_Task objective_
Retype, exactly as they stand, the lines from the start of the data to the line that contains "filter:drop-shadow(0 0 1px", both ends included. Leave the pictures out.

··· Information given ···

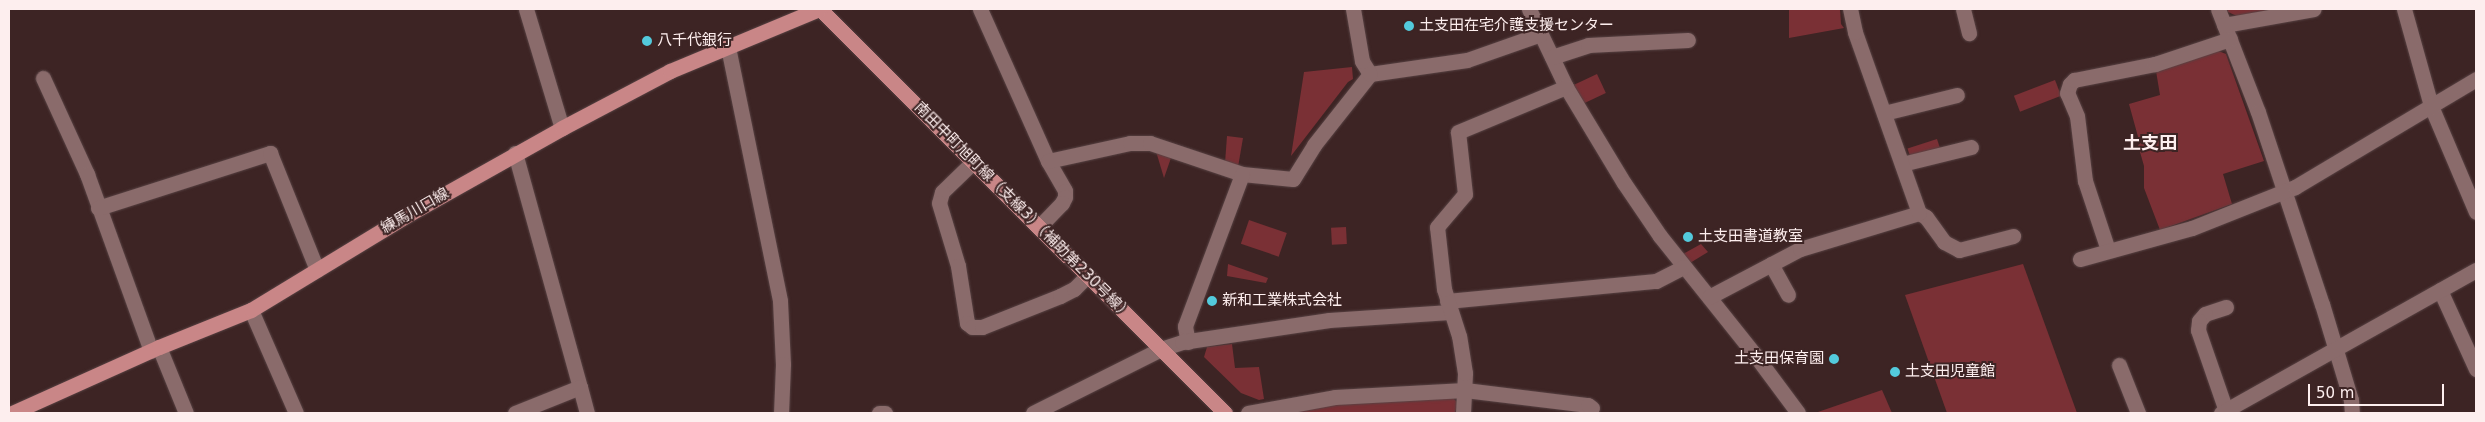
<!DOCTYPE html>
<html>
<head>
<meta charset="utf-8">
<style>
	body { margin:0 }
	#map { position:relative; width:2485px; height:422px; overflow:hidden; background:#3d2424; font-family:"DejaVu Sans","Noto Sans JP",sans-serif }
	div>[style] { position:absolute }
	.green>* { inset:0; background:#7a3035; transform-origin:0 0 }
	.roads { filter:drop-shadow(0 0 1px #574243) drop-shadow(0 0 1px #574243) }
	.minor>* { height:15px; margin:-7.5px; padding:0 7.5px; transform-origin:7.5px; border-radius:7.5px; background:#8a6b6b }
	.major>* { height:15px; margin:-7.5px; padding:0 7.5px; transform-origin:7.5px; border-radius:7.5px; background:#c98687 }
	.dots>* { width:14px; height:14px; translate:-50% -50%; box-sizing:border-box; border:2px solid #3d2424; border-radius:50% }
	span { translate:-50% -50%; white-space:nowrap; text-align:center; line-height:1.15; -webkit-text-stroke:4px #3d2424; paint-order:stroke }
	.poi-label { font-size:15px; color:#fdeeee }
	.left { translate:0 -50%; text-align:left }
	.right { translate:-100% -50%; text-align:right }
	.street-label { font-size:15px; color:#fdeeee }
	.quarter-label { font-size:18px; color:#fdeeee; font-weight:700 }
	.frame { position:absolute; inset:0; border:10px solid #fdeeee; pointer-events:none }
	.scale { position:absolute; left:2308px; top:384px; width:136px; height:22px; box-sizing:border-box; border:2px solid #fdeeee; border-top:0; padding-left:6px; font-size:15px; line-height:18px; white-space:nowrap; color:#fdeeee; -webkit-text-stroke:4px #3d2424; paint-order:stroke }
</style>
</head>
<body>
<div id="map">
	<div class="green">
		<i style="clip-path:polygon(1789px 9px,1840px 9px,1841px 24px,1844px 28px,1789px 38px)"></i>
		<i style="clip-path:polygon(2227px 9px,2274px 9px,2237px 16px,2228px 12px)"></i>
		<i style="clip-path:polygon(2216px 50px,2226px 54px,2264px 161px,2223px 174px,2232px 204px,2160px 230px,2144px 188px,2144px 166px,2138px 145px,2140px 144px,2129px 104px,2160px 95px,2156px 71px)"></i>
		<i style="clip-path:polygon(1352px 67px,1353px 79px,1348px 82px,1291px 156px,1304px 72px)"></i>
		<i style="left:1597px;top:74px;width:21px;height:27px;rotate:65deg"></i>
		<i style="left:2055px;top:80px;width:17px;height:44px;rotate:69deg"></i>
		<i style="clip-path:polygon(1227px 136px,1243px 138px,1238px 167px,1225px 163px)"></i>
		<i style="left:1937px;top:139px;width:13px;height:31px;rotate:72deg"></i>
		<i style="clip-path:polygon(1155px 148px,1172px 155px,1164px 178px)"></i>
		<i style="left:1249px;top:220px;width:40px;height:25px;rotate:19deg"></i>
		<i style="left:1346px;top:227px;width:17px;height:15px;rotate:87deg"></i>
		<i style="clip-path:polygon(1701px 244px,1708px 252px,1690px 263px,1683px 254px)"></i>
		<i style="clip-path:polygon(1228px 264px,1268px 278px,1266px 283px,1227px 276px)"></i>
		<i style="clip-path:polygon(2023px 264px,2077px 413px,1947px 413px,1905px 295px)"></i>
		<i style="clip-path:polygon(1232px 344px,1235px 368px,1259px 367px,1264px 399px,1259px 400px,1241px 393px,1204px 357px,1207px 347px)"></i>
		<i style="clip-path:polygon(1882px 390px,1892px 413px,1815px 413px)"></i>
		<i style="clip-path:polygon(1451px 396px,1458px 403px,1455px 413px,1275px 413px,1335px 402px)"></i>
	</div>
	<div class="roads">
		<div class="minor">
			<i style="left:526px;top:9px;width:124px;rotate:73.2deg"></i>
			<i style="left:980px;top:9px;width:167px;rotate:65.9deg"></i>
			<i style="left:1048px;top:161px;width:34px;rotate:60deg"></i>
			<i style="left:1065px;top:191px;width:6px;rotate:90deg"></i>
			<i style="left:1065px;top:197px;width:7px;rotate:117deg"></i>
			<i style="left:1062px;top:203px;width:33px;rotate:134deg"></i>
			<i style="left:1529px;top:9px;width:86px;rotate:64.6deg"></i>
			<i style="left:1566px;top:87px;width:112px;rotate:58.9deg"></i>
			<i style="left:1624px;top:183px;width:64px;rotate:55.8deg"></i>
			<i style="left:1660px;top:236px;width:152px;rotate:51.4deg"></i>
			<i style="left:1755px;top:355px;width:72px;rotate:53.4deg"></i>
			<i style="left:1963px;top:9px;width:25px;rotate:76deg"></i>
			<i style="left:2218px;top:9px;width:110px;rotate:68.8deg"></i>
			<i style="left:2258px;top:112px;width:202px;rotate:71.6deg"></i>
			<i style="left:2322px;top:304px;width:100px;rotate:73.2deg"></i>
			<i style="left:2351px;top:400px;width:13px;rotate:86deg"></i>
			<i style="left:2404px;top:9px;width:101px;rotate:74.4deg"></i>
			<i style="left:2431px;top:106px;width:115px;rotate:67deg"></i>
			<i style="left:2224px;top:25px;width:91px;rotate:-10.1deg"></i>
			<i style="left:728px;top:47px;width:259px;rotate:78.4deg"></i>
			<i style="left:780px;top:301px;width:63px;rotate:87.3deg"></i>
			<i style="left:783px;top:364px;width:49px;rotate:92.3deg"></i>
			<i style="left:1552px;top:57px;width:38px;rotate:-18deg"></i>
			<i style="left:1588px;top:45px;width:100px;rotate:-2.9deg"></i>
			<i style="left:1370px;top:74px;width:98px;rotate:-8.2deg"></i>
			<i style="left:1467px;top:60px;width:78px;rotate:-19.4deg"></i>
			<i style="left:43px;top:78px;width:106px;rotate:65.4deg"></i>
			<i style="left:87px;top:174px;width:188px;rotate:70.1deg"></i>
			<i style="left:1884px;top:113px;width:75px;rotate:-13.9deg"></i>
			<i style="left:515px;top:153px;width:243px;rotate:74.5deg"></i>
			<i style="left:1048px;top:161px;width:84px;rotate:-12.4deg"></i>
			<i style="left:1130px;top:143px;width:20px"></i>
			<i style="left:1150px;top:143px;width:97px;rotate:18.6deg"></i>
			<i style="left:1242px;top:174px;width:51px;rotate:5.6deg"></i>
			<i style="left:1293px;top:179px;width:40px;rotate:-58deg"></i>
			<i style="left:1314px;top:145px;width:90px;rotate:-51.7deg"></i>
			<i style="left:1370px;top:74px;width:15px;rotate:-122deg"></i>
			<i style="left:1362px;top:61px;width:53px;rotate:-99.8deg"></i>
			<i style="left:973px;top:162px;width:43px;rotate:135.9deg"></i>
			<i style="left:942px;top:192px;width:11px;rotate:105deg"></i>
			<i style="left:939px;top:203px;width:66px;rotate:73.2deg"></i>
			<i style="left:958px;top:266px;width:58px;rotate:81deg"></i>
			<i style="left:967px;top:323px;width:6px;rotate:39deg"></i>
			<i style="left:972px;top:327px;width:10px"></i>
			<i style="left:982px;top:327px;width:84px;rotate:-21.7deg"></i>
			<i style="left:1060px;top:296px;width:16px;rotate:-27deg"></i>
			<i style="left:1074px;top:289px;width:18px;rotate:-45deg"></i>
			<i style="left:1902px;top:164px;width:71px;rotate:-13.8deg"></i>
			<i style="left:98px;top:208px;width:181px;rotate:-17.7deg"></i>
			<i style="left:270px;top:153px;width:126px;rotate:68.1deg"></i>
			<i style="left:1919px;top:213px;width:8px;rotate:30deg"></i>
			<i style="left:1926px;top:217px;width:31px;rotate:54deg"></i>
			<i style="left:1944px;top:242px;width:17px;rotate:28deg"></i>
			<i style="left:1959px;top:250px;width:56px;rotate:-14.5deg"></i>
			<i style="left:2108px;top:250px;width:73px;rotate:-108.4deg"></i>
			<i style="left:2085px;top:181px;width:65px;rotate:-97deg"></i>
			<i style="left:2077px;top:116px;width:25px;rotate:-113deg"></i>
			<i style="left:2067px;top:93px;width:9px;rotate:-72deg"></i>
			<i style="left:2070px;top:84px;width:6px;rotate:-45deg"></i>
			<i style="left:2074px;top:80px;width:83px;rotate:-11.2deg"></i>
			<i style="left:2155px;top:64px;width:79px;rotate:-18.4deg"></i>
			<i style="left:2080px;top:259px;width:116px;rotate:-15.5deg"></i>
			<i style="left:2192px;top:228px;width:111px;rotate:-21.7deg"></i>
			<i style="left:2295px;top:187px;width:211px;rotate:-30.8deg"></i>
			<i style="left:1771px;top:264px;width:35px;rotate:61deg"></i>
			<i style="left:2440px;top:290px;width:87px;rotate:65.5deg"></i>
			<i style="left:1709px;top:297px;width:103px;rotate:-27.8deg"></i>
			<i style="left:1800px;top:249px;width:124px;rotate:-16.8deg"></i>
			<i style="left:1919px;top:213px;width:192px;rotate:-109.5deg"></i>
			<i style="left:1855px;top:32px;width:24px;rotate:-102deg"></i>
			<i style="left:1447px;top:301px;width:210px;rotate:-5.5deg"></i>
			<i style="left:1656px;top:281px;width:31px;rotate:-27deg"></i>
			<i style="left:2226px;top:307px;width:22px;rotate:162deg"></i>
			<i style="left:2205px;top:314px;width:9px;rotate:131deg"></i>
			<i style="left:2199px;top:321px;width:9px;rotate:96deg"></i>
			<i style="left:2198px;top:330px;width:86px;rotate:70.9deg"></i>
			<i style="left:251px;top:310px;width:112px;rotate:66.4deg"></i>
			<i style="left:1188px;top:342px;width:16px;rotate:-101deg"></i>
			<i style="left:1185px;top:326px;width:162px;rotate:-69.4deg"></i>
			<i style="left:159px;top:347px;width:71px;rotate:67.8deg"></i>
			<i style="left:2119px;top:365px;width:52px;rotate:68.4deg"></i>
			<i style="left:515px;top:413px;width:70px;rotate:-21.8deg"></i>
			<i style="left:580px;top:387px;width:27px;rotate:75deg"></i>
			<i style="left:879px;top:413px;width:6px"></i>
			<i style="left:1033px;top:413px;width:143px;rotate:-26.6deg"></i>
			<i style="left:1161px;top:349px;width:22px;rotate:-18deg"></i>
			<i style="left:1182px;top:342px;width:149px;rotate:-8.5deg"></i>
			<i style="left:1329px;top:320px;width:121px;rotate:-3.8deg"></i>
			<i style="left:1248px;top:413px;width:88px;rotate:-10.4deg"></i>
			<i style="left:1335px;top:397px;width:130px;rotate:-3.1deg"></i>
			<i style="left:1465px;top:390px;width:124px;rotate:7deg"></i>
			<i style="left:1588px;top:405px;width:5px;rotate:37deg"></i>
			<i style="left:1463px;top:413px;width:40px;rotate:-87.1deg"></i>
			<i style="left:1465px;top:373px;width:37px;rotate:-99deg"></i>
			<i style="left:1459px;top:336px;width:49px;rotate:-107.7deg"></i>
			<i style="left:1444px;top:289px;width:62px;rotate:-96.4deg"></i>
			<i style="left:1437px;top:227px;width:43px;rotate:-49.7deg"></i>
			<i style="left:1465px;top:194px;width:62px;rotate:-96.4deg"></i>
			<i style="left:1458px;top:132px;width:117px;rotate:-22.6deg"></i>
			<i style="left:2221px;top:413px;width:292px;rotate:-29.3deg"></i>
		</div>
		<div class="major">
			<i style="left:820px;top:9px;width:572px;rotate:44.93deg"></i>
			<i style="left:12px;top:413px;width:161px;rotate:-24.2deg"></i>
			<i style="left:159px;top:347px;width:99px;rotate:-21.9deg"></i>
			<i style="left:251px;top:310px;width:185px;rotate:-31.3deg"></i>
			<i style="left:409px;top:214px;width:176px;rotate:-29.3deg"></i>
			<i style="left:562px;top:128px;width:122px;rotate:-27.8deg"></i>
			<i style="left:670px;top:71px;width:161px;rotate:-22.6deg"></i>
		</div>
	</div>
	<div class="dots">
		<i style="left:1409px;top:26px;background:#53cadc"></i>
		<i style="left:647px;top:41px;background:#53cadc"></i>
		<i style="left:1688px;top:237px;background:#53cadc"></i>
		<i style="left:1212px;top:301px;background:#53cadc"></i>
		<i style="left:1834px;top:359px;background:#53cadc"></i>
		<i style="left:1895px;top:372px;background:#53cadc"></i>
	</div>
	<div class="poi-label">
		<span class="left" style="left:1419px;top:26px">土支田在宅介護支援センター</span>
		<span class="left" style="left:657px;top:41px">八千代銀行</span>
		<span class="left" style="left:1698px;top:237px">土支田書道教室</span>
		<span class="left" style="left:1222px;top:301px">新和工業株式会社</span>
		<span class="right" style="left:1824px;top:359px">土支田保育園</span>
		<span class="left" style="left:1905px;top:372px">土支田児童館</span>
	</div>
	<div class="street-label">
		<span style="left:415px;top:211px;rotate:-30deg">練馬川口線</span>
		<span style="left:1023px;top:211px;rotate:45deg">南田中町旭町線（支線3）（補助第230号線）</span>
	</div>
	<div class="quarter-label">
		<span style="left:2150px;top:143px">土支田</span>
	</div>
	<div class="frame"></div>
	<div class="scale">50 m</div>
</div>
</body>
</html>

···

_Response below_
<!DOCTYPE html>
<html>
<head>
<meta charset="utf-8">
<style>
	body { margin:0 }
	#map { position:relative; width:2485px; height:422px; overflow:hidden; background:#3d2424; font-family:"DejaVu Sans","Noto Sans JP",sans-serif }
	div>[style] { position:absolute }
	.green>* { inset:0; background:#7a3035; transform-origin:0 0 }
	.roads { filter:drop-shadow(0 0 1px #574243) drop-shadow(0 0 1px #574243) }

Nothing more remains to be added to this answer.